• Instructions for the task
Leave the pictures out and write out exactly the lines from the top of the entries through the line containing "position:relative; flex:1; overflow:hidden".

• Information provided
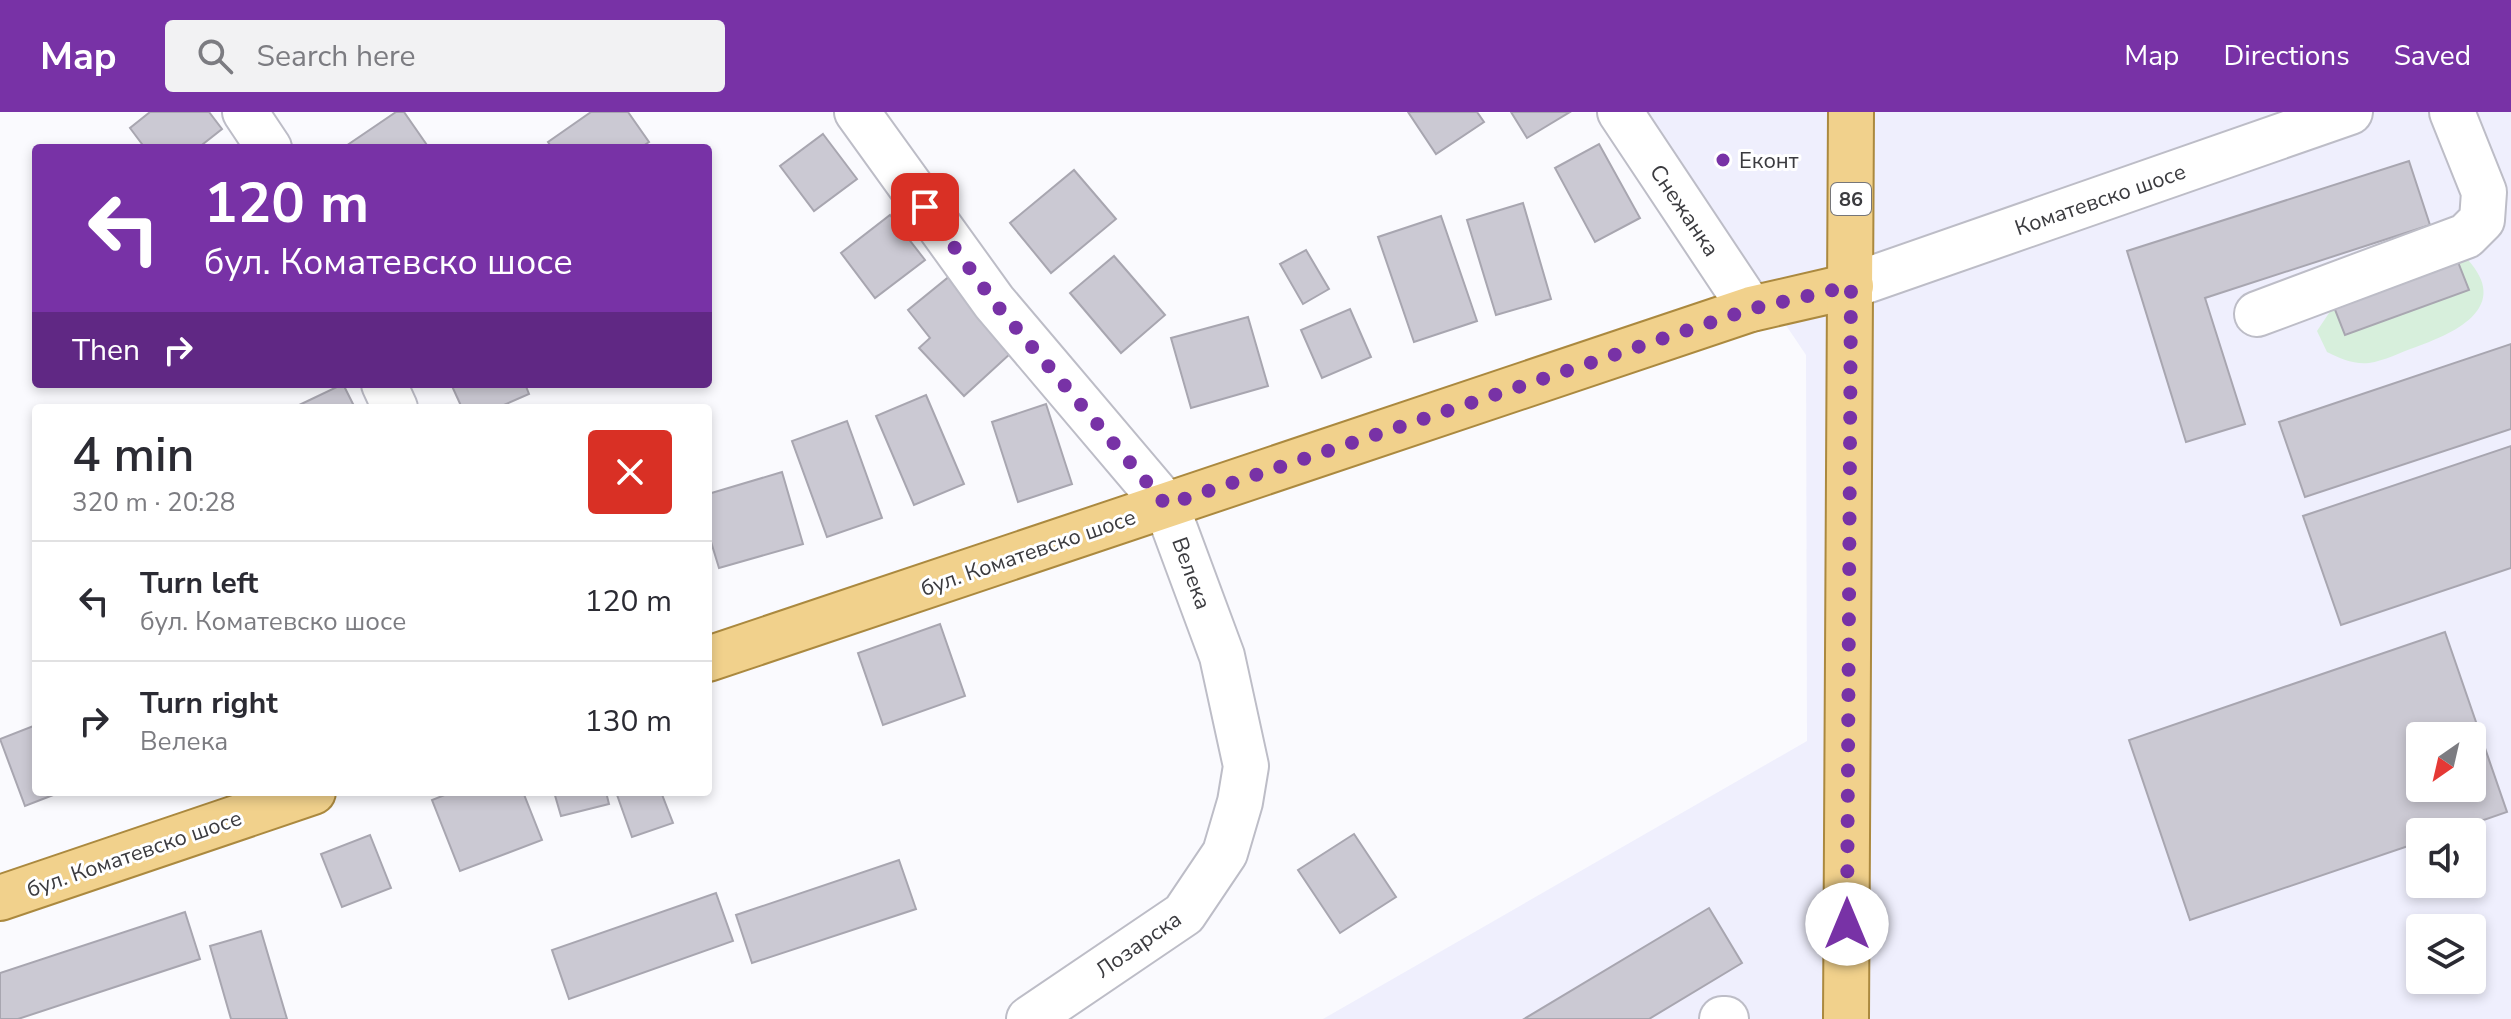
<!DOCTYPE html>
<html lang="en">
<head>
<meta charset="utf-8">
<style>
	body { margin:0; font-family:"Nunito Sans",sans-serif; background:#f2f2f3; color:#2b2b33; height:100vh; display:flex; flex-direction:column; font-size:30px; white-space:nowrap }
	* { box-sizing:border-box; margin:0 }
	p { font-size:26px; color:#7c7c81 }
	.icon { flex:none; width:44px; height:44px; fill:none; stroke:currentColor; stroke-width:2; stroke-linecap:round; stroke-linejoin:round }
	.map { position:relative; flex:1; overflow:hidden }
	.drawer { position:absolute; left:32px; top:292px; width:680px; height:392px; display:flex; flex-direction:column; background:#fff; border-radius:8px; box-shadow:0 4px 12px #0003 }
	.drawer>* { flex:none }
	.hud { position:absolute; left:32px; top:32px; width:680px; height:244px; border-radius:8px; box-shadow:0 4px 12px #0003; background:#7832a6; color:#fff; overflow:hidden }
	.needle { width:52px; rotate:214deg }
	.fabs { position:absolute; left:2406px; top:610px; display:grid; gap:16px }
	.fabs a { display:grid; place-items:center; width:80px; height:80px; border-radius:8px; background:#fff; box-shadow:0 4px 12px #0003; font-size:40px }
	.pin { position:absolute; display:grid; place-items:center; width:68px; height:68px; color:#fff; margin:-34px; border-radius:16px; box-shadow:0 4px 12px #0006 }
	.me { position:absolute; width:88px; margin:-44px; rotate:0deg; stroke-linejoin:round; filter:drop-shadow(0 0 6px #0008) }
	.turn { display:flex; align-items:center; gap:28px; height:168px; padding:0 40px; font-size:36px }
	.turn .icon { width:104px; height:104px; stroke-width:2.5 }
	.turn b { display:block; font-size:56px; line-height:68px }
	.then { display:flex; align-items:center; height:76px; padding:0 40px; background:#0003; gap:16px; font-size:30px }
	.round { display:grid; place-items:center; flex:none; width:84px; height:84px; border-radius:8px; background:#f2f2f3 }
	.head { display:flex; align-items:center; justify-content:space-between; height:136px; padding:0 40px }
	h1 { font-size:48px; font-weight:600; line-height:60px }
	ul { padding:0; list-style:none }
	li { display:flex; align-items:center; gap:24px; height:120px; padding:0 40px; border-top:2px solid #e1e1e2 }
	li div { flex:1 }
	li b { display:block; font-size:30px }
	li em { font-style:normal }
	header { display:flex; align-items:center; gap:48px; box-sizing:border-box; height:112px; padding:0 40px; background:#7832a6; color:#fff }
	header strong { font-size:38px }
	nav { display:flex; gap:44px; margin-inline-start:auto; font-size:28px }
	.search { width:560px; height:72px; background:#f2f2f3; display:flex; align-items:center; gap:20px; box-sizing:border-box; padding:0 28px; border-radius:8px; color:#7c7c81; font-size:30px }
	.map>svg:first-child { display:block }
	.built { fill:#efeffd; fill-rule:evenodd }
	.green { fill:#d7efdc }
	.building { fill:#cbc9d3; stroke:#a8a6b0; stroke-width:2; fill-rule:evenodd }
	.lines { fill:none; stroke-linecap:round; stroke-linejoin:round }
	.minor-casing { stroke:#bdbdc7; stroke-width:48 }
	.major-casing { stroke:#ab893f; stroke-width:48 }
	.minor { stroke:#fff; stroke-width:44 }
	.major { stroke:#f1d18c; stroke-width:44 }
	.route { stroke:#7832a6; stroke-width:14; stroke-dasharray:0 25.2 }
	.poi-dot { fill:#7832a6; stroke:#fff; stroke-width:3 }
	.labels { text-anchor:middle; stroke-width:6; stroke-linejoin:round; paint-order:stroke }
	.shield { fill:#fff; stroke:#767679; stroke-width:2 }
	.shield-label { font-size:20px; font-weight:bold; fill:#3b3b3f }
	.poi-label { font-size:22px; fill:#3b3b3f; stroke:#fff; text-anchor:start }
	.street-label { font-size:22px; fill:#3b3b3f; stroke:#fff }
</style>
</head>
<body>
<header>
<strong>Map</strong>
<div class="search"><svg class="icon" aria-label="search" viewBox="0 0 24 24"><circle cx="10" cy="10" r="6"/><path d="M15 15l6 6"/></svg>Search here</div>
<nav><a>Map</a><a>Directions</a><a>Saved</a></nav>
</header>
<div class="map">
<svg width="2511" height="907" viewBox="0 0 2511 907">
	<rect width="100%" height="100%" fill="#fafafe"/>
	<path class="built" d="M1643 0H2511V907H1323L1807 629 1806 243ZM2420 624H2472V676H2420ZM2420 720H2472V772H2420ZM2420 816H2472V868H2420Z"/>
	<path class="green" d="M2467 147C2511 194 2458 220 2416 235 2401 240 2384 249 2369 251 2355 253 2339 246 2327 240L2317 219 2337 189Z"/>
	<g class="building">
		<polygon points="150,0 209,0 222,17 198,36 145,36 130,16"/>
		<polygon points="396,0 404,0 429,36 343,36"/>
		<polygon points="591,0 628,0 649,30 640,36 552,36 548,30"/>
		<polygon points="1408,0 1477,0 1484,10 1436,42"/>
		<polygon points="1511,0 1570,0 1527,26"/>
		<polygon points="823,22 857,67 814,99 780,54"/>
		<polygon points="1599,32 1640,106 1595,130 1555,56"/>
		<polygon points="2409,49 2430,113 2205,186 2245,312 2186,330 2127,139"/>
		<polygon points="1074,58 1116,107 1051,161 1010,111"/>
		<polygon points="1523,91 1551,187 1496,203 1467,108"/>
		<polygon points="890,103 925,148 875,186 841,141"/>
		<polygon points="1441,104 1477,209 1414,230 1378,125"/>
		<polygon points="1306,138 1329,177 1303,192 1280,152"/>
		<polygon points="1114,144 1165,203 1121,241 1070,181"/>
		<polygon points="2458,150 2469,178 2345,223 2334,195"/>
		<polygon points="951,163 983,203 979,207 1011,241 964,284 919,236 930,226 908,198"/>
		<polygon points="1350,197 1371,245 1322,266 1301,218"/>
		<polygon points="1248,205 1268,274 1191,296 1171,226"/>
		<polygon points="2511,232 2511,317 2305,385 2279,310"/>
		<polygon points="343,272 355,296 295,295"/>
		<polygon points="451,272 525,272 529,282 497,296 462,296"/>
		<polygon points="926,283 964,372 914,393 876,304"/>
		<polygon points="1046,292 1072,372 1018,390 992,310"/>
		<polygon points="847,309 882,406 827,425 792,329"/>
		<polygon points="2511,334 2511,456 2341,513 2303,404"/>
		<polygon points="782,360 803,432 719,456 708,420 708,382"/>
		<polygon points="940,512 965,584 883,613 858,541"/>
		<path d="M2445 520 2507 700 2449 720H2420V730L2190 808 2129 628ZM2420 624H2472V676H2420Z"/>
		<polygon points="36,613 36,680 61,680 25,694 0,627"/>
		<polygon points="452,680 523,680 542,728 460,759 432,688"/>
		<polygon points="554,680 606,680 609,692 561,704"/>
		<polygon points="616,680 661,680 673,711 632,725"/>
		<polygon points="1354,722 1396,785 1340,821 1298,758"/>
		<polygon points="370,723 391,776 342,795 321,742"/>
		<polygon points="899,748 916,797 752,851 736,803"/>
		<polygon points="716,781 733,829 569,887 552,838"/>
		<polygon points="1709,796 1742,851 1649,907 1524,907"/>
		<polygon points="185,800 200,847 18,907 0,907 0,861"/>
		<polygon points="261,819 287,907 231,907 210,834"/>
	</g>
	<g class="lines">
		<defs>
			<g id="minor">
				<polyline points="245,0 269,36"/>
				<polyline points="857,0 994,190 1166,393 1222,544 1246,654 1240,690 1225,741 1184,802 1029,907"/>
				<polyline points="1620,0 1751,197"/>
				<polyline points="1851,174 2350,0"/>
				<polyline points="2257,202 2466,124 2482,108 2484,80 2452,0"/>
				<polyline points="384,272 395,296"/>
				<polyline points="1722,907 1726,907"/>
			</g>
			<g id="major">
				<polyline points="708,547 1751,197 1851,174"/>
				<polyline points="0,786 313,680"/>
				<polyline points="1846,907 1851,0"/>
			</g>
		</defs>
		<use href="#minor" class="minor-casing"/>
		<use href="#major" class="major-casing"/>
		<use href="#minor" class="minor"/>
		<use href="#major" class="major"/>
	</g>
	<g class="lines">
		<polyline class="route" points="925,95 994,190 1166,393 1751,197 1851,174 1847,812"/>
	</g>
	<circle class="poi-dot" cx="1723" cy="48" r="8"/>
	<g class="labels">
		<rect class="shield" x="1831" y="71" width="40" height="32" rx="6"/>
		<g class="shield-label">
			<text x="1851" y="94">86</text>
		</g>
		<g class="poi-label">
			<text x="1739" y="56">Еконт</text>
		</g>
		<g class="street-label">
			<text transform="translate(2100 87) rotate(-19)" y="8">Коматевско шосе</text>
			<text transform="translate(1685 98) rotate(56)" y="8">Снежанка</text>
			<text transform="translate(1028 440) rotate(-19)" y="8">бул. Коматевско шосе</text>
			<text transform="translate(1192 461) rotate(70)" y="8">Велека</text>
			<text transform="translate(134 741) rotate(-19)" y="8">бул. Коматевско шосе</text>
			<text transform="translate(1138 832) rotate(-35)" y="8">Лозарска</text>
		</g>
	</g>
</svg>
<div class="fabs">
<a><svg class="needle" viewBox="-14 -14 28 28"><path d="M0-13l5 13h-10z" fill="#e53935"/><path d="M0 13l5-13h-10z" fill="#7c7c81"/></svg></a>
<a><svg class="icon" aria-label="sound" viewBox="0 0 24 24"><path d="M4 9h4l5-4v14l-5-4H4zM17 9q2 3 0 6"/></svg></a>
<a><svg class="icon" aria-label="layers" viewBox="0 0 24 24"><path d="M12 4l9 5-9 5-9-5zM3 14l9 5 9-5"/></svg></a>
</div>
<div class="pin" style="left:925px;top:95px;background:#d93025"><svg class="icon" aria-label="arrive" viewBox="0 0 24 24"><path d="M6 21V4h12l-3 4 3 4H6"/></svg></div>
<svg class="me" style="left:1847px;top:812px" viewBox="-20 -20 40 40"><circle r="19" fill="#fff"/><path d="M0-13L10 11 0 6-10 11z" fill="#7832a6"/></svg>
<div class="hud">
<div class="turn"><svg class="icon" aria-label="left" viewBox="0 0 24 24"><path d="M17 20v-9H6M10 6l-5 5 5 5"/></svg><div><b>120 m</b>бул. Коматевско шосе</div></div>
<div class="then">Then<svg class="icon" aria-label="right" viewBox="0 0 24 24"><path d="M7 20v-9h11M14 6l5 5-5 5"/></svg></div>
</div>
<section class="drawer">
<div class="head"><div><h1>4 min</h1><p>320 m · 20:28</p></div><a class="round" style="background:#d93025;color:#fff"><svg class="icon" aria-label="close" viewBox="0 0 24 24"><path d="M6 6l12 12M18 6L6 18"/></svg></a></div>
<ul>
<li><svg class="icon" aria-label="left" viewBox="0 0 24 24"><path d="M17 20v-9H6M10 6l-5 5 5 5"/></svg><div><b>Turn left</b><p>бул. Коматевско шосе</p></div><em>120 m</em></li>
<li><svg class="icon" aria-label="right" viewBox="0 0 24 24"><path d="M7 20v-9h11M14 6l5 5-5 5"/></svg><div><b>Turn right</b><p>Велека</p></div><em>130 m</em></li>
</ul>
</section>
</div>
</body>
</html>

• Expected answer
<!DOCTYPE html>
<html lang="en">
<head>
<meta charset="utf-8">
<style>
	body { margin:0; font-family:"Nunito Sans",sans-serif; background:#f2f2f3; color:#2b2b33; height:100vh; display:flex; flex-direction:column; font-size:30px; white-space:nowrap }
	* { box-sizing:border-box; margin:0 }
	p { font-size:26px; color:#7c7c81 }
	.icon { flex:none; width:44px; height:44px; fill:none; stroke:currentColor; stroke-width:2; stroke-linecap:round; stroke-linejoin:round }
	.map { position:relative; flex:1; overflow:hidden }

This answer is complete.